Work request:
Where the word "grid" appears in a line below, copy the whole line.

Extracted material:
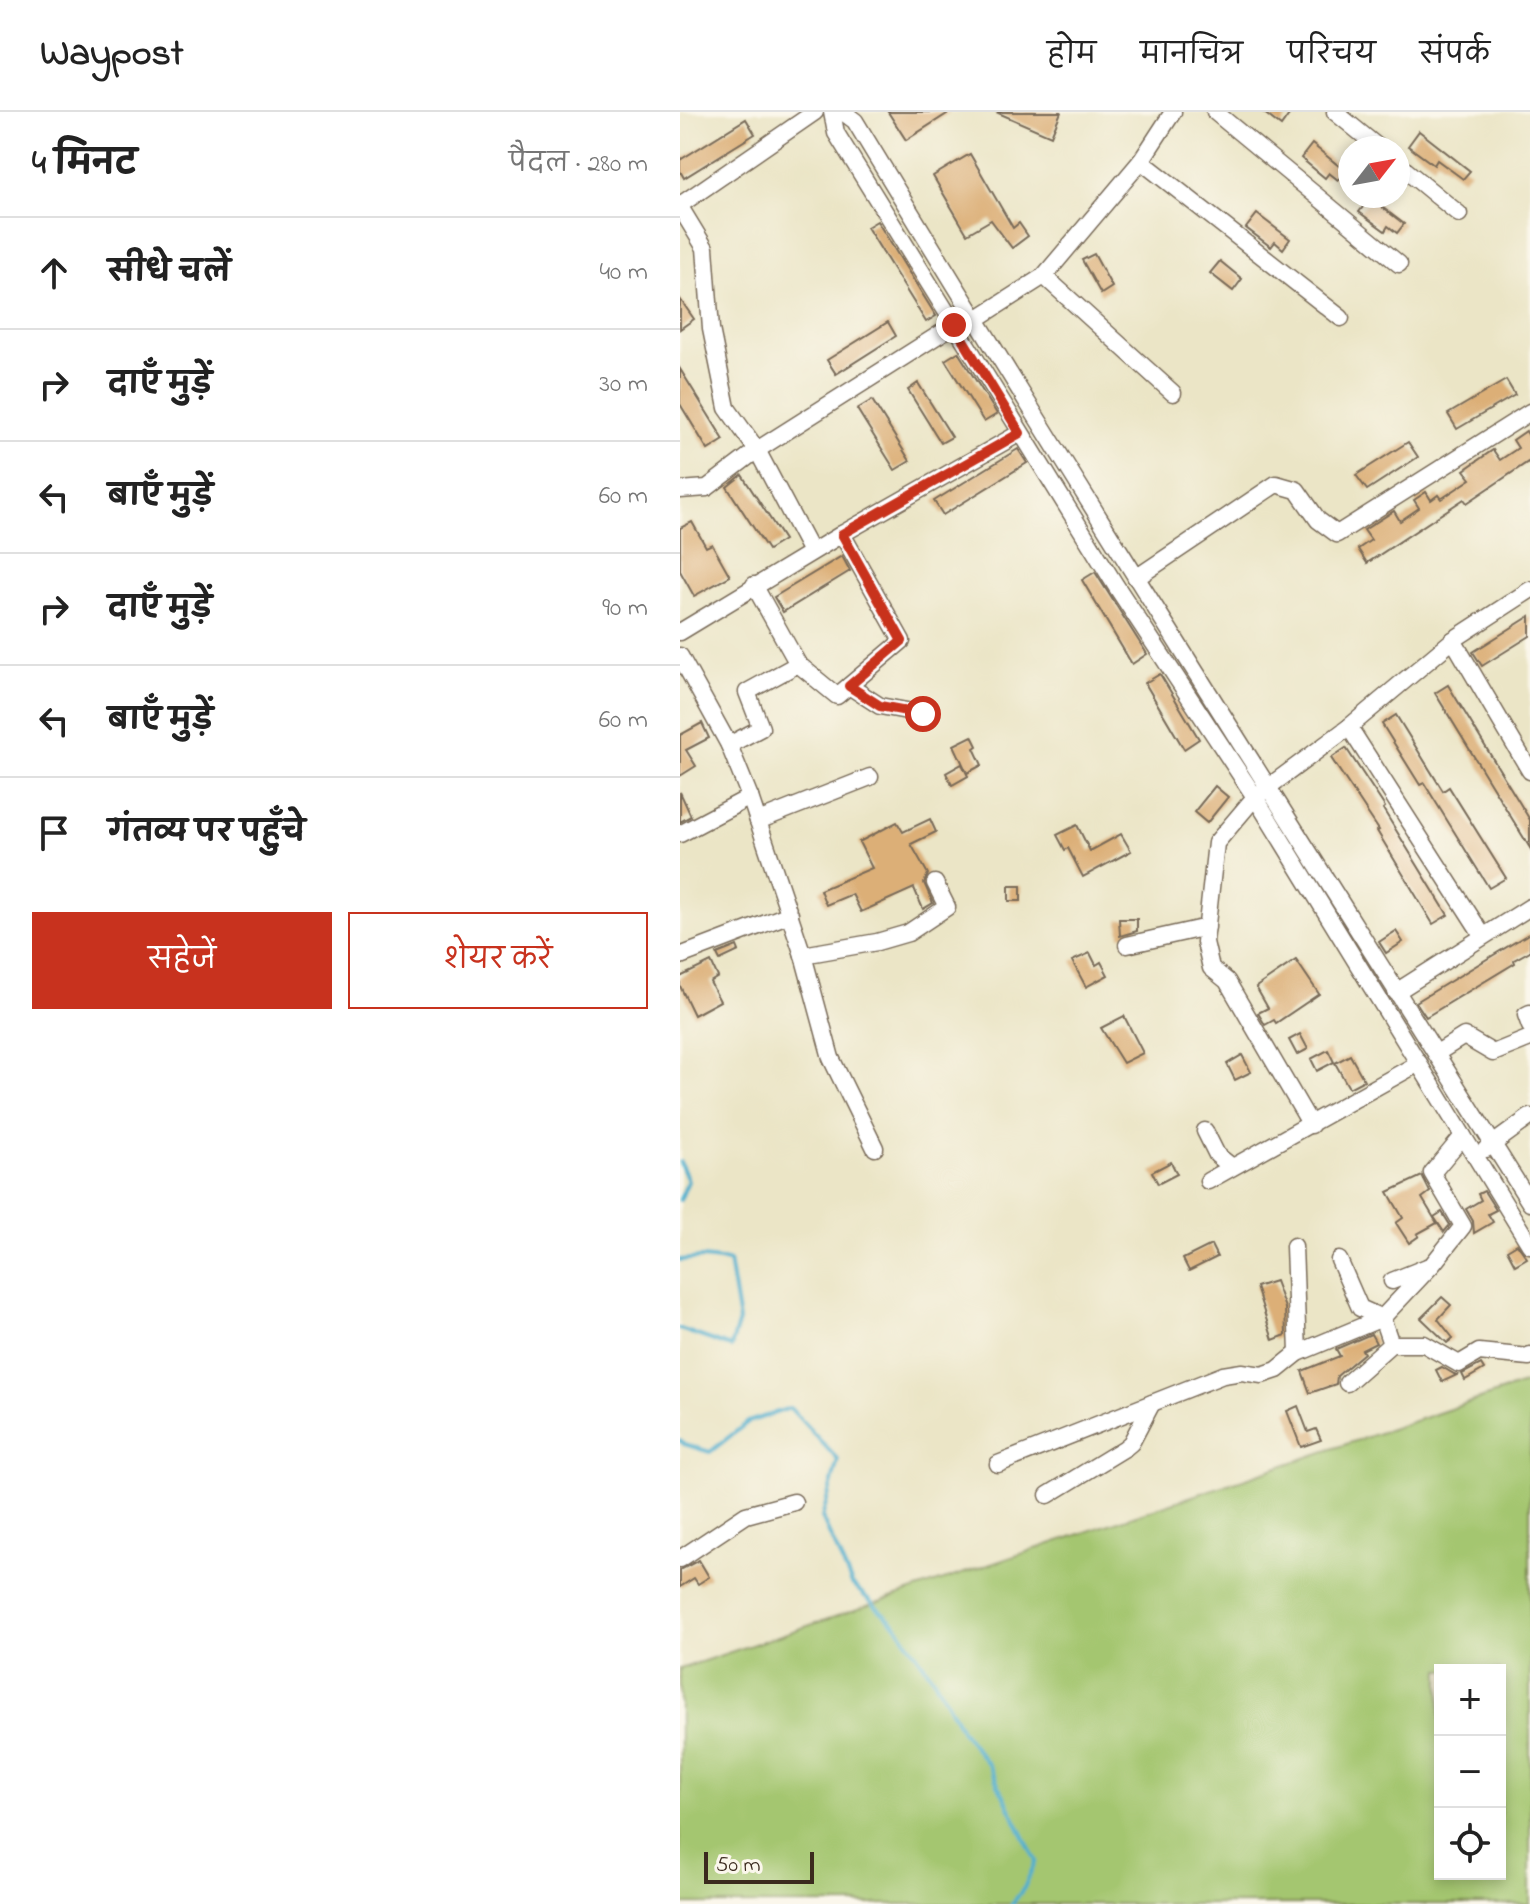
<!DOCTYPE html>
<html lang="hi">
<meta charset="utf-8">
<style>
:root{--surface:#fff;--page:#f2f2f2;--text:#222;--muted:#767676;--line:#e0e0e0;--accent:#c8321e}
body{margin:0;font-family:"Indie Flower","Playpen Sans Deva",sans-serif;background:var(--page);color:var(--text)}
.controls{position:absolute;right:24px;bottom:24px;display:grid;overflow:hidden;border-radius:0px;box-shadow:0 4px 12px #0003}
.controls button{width:72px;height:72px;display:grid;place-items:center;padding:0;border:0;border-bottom:2px solid var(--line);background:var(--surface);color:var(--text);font:40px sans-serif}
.compass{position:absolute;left:658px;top:24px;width:72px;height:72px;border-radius:50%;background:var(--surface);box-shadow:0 4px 12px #0003;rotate:59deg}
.scale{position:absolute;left:24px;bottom:20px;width:110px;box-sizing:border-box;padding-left:8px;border:4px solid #3b2a1e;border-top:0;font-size:22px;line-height:28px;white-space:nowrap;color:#3b2a1e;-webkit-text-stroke:6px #fbf7ec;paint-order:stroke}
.stop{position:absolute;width:24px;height:24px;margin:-18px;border:6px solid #c8321e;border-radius:50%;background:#fff}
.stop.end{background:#c8321e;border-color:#fff;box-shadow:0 2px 8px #0008}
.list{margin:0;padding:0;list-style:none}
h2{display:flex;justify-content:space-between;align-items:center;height:104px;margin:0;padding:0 32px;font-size:34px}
h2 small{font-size:26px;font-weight:400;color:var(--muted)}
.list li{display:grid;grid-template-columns:52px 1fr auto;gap:24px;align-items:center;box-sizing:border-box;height:112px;padding:0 32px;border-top:2px solid var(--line)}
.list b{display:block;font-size:30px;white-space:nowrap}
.list em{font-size:26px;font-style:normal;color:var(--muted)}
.actions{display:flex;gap:16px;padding:24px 32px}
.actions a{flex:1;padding:18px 0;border:2px solid var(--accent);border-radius:0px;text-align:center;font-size:28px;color:var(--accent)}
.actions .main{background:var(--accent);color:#fff}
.icon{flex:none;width:44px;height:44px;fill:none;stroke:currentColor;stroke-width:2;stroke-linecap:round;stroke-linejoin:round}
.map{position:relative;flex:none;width:850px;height:1792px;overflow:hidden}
header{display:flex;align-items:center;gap:48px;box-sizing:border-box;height:112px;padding:0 40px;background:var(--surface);border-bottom:2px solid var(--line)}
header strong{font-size:38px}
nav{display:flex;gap:44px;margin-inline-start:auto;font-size:28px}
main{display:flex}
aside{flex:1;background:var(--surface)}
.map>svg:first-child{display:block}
.green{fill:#a4c66f;stroke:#707846;stroke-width:2;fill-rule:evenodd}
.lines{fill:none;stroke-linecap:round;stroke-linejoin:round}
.stream{stroke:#50afce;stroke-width:4}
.building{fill:#dcaf77}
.minor-casing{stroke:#796b59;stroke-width:19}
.minor{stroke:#fff;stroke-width:16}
.route{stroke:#c8321e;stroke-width:10}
</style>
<header>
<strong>Waypost</strong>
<nav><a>होम</a><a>मानचित्र</a><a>परिचय</a><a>संपर्क</a></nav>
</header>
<main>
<aside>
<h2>4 मिनट<small>पैदल · 280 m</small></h2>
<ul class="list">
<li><svg class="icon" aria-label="ahead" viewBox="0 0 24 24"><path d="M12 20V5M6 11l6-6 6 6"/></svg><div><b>सीधे चलें</b></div><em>40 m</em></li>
<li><svg class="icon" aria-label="right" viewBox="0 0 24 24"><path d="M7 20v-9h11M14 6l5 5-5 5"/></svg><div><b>दाएँ मुड़ें</b></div><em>30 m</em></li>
<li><svg class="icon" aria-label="left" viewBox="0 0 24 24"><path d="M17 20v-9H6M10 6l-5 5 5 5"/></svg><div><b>बाएँ मुड़ें</b></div><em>60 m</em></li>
<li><svg class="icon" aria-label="right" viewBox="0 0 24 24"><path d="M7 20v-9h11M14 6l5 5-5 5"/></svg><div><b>दाएँ मुड़ें</b></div><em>90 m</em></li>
<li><svg class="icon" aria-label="left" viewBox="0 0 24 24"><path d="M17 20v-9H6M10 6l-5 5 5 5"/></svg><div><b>बाएँ मुड़ें</b></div><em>60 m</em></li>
<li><svg class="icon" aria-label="arrive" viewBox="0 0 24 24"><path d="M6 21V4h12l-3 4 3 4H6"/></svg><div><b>गंतव्य पर पहुँचे</b></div></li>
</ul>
<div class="actions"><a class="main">सहेजें</a><a>शेयर करें</a></div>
</aside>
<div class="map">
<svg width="850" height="1792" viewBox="0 0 850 1792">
<rect width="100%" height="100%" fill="#fbf7ec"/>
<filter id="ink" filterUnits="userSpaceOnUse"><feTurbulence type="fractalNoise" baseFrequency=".0125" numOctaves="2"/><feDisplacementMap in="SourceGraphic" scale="16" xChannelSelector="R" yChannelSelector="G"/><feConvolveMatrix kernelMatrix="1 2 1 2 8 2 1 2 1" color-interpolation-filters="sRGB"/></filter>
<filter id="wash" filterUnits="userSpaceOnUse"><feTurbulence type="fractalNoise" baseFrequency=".006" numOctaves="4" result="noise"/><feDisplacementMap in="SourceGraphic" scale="32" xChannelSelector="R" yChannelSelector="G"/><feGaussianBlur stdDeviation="1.8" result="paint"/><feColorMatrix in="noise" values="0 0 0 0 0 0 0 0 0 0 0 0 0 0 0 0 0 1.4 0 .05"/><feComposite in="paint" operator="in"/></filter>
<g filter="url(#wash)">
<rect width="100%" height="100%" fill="#ebe5c6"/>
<path class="green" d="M850 1270V1792H0V1557ZM760 1558H820V1762H760Z"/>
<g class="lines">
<g class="stream">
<path d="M0 1050 8 1069 0 1088"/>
<path d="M0 1148 22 1146 49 1149 59 1209 51 1235 0 1217"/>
<path d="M0 1328 4 1332 30 1340 68 1310 110 1296 158 1348 142 1406 172 1472 216 1513 254 1567 282 1619 309 1654 356 1749 344 1776 332 1792"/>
</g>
</g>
<g id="blocks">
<g class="building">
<path d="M208 0H270L226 28Z"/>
<path d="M316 0H381L371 24Z"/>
<path d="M583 0H611L601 14Z"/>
<path d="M66 7 75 22 4 66 0 59V48Z"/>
<path d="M739 19 790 59 783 67 757 48 754 53 728 34Z"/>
<path d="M632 32 665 59 658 68 649 61 645 66 621 46Z"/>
<path d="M290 42 333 116 339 111 348 124 332 136 311 108 287 122 253 64Z"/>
<path d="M690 86 724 112 717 121 708 114 705 119 679 100Z"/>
<path d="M577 102 610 127 603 137 595 130 591 135 566 116Z"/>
<path d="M197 109 256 204 246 210 187 115Z"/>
<path d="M414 142 432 175 421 182 402 148Z"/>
<path d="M540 149 562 167 553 179 530 161Z"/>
<path d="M0 187 14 207 0 217Z"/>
<path d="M208 210 216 224 156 262 147 248Z"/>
<path d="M278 240 317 302 304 310 265 248Z"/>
<path d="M0 257 44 328 28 338 0 292Z"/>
<path d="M826 268 835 283 777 317 768 302Z"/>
<path d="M238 271 272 325 261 331 228 278Z"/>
<path d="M192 288 230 349 215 358 177 297Z"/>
<path d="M846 319 850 326V353L848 350 787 391 784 387 687 451 678 437 691 428 684 418 714 399 720 409 739 396 734 388 746 380 751 388 758 383 761 387 791 367 784 358 813 338 820 348 838 336 833 328Z"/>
<path d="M728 330 738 345 687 378 676 363Z"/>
<path d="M338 337 347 351 263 403 254 389Z"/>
<path d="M62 363 104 428 88 438 47 375Z"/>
<path d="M12 410 26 435 32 432 50 464 14 484 0 459V416Z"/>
<path d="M162 444 170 459 103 500 94 485Z"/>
<path d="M415 460 467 542 452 552 402 468Z"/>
<path d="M850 504V524L802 554 793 540Z"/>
<path d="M480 562 519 627 504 637 465 571Z"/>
<path d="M768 573 850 708V736L755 581Z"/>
<path d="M716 603 763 679 769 675 826 766 809 776 744 671 740 673 702 612Z"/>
<path d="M22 611 29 626 6 638 16 654 0 664V623Z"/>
<path d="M292 624 297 634 294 636 302 653 287 661 274 633Z"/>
<path d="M666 636 705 695 703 697 768 803 753 812 697 719 699 718 651 646Z"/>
<path d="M282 652 288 664 272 673 266 661Z"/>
<path d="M535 674 548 685 527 711 514 700Z"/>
<path d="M0 680 11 704 0 710Z"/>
<path d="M250 707 256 720 231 732 248 762 244 771 253 791 243 797 234 776 181 800 172 782 146 793 140 778 192 756 179 730 217 710 223 720Z"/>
<path d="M397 713 410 739 441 722 451 739 403 765 388 736 385 738 377 723Z"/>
<rect x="329" y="774" width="12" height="15"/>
<path d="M439 807H457V819L440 824Z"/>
<path d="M716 819 723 830 706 841 699 830Z"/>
<path d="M850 821V839L834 848 835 851 746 905 736 890Z"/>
<path d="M57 834 59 839 40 848 37 842Z"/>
<path d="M410 841 416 853 421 850 428 863 406 875 392 849Z"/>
<path d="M616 848 639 882 596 911 594 908 585 913 578 901 588 896 576 875Z"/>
<path d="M31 850 38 865 30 870 40 889 14 903 0 874V865Z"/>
<path d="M444 904 463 941 443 951 421 916Z"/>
<path d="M620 922 628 937 617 943 609 928Z"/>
<path d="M648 938 654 950 637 959 631 947Z"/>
<path d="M562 943 571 960 555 968 547 952Z"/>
<path d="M670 943 684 968 669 976 655 951Z"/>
<path d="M491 1050 497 1062 478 1072 472 1060Z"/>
<path d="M742 1064 750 1080 742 1086 757 1111 737 1122 739 1124 729 1131 716 1111 723 1106 708 1080Z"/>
<path d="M804 1079 816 1098 808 1102 813 1110 794 1121 793 1109 786 1097 801 1088 798 1082Z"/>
<path d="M762 1100 770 1113 764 1120 754 1105Z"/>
<path d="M837 1132 847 1146 835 1153 827 1138Z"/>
<path d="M531 1133 537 1145 509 1159 503 1147Z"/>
<path d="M595 1169 605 1196 606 1223 593 1228 576 1175Z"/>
<path d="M762 1185 771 1193 758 1207 773 1226 767 1231 741 1206Z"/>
<path d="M691 1222 696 1231 682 1238 684 1241 657 1264 656 1272 630 1281 622 1259 660 1244 656 1237Z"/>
<path d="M801 1252 804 1257 785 1268 782 1262Z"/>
<path d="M762 1255 774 1262 777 1263 762 1270 756 1258Z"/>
<path d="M618 1294 628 1320 636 1317 641 1328 621 1335 607 1299Z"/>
<path d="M19 1448 29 1465 18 1472 14 1466 0 1475V1458Z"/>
</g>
</g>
</g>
<g filter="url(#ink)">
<use href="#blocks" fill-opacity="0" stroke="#796b59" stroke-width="2"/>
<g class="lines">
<defs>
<g id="minor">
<path d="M152 0 156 21 436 474 575 685 850 1133"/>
<path d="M163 0 175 9C395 373 624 731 850 1091"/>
<path d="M535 0 719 152"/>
<path d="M655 0 699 36"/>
<path d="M461 49 661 206"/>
<path d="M718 52 779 102"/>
<path d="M0 93 135 0"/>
<path d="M0 95 25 136 31 217 47 296 77 338 131 440"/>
<path d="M364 164 493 281"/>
<path d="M295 208 364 164 461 49 493 0"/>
<path d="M0 378 27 376 77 338 274 213"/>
<path d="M456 466 596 372 617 378 638 408 657 422 850 300"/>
<path d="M74 473 118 552 157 584 222 529 162 422"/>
<path d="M0 520 162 422 340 321"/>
<path d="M773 528 850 659"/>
<path d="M0 544 49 633 70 685 123 843 197 830 228 821 267 795 255 771"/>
<path d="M169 574 200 594 243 602"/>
<path d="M669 615 803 824"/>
<path d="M49 633 81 616 67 580 118 552"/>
<path d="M78 709 190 665"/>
<path d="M0 722 70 685"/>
<path d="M447 833 527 815"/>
<path d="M123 843 151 946 195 1036"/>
<path d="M0 844 110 802"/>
<path d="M716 880 850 795"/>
<path d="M850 901 846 903 850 914"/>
<path d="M757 941 784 924 813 941 850 926"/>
<path d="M631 1013 547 869 531 856 525 830 536 731 575 685 669 615 773 528 850 478"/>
<path d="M525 1019 537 1043 552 1055"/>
<path d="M806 1037 850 1005"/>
<path d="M528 1069 739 951"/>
<path d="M614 1134 618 1241"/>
<path d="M659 1148 680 1196 702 1206 711 1232"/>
<path d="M712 1169 747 1155"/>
<path d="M667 1271 711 1232H744L779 1252 799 1240 849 1245 850 1243"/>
<path d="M318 1352 543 1263 562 1260 582 1263 597 1258 618 1241 702 1206 752 1153 783 1114 752 1061 783 1024"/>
<path d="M368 1383 445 1336 451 1331 472 1291"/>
<path d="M0 1447 66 1403 114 1390"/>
</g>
</defs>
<use href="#minor" class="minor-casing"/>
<use href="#minor" class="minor"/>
</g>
</g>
<g class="lines" filter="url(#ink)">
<path class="route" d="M243 602 200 594 169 574 222 529 162 422 340 321 274 213"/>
</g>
</svg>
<div class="controls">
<button>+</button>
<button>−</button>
<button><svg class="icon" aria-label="locate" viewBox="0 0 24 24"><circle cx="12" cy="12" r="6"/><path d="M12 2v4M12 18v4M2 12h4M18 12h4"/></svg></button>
</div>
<svg class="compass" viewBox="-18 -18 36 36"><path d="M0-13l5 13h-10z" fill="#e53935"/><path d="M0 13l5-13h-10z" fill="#767676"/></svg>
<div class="scale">50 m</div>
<div class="stop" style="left:243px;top:602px"></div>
<div class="stop end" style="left:274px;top:213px"></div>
</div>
</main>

Result:
.controls{position:absolute;right:24px;bottom:24px;display:grid;overflow:hidden;border-radius:0px;box-shadow:0 4px 12px #0003}
.controls button{width:72px;height:72px;display:grid;place-items:center;padding:0;border:0;border-bottom:2px solid var(--line);background:var(--surface);color:var(--text);font:40px sans-serif}
.list li{display:grid;grid-template-columns:52px 1fr auto;gap:24px;align-items:center;box-sizing:border-box;height:112px;padding:0 32px;border-top:2px solid var(--line)}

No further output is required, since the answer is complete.